# [Task description]
Work out how many lines in the material beneath contain "linejoin". Give only that number.
>>>
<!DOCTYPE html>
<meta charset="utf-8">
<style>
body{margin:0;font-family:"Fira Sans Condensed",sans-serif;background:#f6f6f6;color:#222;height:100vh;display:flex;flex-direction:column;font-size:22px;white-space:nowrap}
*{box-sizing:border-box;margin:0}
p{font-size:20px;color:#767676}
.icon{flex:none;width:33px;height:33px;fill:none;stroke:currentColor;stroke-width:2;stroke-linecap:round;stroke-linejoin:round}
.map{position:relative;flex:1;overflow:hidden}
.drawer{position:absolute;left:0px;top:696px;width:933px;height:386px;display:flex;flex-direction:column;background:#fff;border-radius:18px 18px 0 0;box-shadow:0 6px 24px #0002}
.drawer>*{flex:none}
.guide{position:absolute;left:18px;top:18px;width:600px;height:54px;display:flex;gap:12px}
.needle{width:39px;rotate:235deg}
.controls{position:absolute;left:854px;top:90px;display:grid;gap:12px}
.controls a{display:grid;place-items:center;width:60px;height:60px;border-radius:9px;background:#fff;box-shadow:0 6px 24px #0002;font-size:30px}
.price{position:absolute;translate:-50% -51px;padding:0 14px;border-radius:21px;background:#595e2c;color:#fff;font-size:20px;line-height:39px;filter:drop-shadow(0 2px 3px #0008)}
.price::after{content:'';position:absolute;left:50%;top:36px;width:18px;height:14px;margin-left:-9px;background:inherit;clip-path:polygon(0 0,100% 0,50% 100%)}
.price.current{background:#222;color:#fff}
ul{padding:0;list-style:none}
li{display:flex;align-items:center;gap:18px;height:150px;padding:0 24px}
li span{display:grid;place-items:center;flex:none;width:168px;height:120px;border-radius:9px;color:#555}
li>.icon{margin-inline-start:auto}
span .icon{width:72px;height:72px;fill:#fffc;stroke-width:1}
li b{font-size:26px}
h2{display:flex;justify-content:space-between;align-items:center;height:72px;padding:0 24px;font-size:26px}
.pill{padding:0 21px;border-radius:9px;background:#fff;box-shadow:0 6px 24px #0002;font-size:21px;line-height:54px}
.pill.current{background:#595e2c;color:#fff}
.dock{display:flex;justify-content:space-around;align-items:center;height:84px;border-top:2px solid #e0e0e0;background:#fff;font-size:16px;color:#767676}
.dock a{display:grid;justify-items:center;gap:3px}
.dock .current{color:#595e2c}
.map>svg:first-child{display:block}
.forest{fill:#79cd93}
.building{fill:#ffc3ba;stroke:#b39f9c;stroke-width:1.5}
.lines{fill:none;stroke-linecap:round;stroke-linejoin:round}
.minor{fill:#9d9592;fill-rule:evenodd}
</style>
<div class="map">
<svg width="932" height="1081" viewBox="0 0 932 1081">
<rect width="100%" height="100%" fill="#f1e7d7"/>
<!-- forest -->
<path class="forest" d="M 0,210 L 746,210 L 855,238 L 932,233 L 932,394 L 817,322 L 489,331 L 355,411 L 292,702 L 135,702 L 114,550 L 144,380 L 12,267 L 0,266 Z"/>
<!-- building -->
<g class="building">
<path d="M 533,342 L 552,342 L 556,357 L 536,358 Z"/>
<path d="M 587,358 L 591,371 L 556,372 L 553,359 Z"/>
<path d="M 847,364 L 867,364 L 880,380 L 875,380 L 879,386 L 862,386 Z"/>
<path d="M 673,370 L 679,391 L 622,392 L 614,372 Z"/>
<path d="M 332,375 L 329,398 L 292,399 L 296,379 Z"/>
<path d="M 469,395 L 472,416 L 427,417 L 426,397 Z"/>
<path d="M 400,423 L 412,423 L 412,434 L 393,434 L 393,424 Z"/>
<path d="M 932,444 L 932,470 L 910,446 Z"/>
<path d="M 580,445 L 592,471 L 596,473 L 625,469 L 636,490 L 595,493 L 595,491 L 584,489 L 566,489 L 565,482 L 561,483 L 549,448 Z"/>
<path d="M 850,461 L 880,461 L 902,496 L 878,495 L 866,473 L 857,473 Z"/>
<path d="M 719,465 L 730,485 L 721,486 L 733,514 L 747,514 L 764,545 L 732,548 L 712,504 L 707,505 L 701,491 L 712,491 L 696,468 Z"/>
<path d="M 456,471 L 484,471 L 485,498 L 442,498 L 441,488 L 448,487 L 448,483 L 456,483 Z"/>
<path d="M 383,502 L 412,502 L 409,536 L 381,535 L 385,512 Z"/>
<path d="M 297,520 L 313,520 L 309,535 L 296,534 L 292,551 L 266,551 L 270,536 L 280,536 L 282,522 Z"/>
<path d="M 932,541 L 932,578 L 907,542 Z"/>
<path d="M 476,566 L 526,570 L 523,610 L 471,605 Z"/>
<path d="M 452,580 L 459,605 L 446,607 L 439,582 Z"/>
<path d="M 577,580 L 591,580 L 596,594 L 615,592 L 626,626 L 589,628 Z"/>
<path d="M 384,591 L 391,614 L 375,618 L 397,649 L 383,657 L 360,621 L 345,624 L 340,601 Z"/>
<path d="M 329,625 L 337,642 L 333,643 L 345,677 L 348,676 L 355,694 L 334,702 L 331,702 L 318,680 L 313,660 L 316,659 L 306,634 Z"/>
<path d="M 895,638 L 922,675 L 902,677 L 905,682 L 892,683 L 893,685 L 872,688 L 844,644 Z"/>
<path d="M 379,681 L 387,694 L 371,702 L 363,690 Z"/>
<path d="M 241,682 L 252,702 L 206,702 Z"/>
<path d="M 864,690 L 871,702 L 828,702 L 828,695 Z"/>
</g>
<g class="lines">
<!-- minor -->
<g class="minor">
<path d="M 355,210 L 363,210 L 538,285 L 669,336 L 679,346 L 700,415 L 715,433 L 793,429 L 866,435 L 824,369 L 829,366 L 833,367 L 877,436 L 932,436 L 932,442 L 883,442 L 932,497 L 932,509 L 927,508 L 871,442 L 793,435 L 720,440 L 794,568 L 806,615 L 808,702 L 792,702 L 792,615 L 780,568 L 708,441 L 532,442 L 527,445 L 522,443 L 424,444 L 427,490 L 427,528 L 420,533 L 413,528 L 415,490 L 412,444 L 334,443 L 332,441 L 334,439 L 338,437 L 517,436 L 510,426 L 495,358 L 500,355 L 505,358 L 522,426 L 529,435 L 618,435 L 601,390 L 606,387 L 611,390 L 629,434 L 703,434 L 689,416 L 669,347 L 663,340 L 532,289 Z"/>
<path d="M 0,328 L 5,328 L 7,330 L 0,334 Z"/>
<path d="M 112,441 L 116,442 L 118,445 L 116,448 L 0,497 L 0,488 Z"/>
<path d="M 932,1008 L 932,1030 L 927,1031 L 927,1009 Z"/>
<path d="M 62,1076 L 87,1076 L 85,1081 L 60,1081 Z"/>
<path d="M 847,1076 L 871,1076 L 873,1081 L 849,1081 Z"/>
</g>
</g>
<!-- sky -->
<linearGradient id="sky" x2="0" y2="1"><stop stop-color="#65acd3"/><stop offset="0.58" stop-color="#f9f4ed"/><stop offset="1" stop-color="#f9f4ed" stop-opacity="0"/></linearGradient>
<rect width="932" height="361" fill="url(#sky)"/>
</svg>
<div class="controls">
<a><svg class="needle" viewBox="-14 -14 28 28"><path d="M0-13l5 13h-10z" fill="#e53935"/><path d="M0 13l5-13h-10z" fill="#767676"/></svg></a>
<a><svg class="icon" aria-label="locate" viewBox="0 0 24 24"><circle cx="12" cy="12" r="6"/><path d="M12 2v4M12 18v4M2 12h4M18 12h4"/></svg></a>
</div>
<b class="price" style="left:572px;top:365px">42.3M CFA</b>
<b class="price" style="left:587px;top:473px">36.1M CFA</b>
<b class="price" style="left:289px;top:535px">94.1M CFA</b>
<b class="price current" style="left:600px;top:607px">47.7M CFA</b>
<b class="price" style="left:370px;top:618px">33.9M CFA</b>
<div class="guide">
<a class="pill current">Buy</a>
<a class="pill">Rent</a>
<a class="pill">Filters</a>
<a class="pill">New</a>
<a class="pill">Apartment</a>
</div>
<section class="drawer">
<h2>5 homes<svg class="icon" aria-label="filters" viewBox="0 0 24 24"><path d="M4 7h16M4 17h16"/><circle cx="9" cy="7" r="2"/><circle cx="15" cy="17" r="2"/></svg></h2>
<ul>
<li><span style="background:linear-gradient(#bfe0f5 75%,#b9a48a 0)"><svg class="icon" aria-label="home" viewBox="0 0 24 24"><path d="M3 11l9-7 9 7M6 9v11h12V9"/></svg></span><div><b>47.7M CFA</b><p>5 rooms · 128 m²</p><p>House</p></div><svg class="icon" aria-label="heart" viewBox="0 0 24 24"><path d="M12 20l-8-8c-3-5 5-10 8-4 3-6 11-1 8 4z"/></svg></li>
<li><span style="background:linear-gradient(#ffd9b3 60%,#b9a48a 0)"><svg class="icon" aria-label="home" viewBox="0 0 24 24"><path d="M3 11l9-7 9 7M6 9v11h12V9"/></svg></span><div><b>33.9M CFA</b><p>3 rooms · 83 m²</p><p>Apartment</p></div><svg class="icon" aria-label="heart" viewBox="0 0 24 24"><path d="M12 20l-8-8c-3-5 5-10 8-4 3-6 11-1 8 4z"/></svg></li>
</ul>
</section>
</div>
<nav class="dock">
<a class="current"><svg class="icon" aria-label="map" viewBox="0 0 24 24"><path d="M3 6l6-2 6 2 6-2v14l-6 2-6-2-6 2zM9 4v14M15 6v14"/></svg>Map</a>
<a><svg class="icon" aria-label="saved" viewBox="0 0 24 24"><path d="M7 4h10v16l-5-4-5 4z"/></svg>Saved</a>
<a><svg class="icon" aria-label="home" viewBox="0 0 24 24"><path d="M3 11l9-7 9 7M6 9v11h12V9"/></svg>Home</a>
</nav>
<<<
# [Written response]
2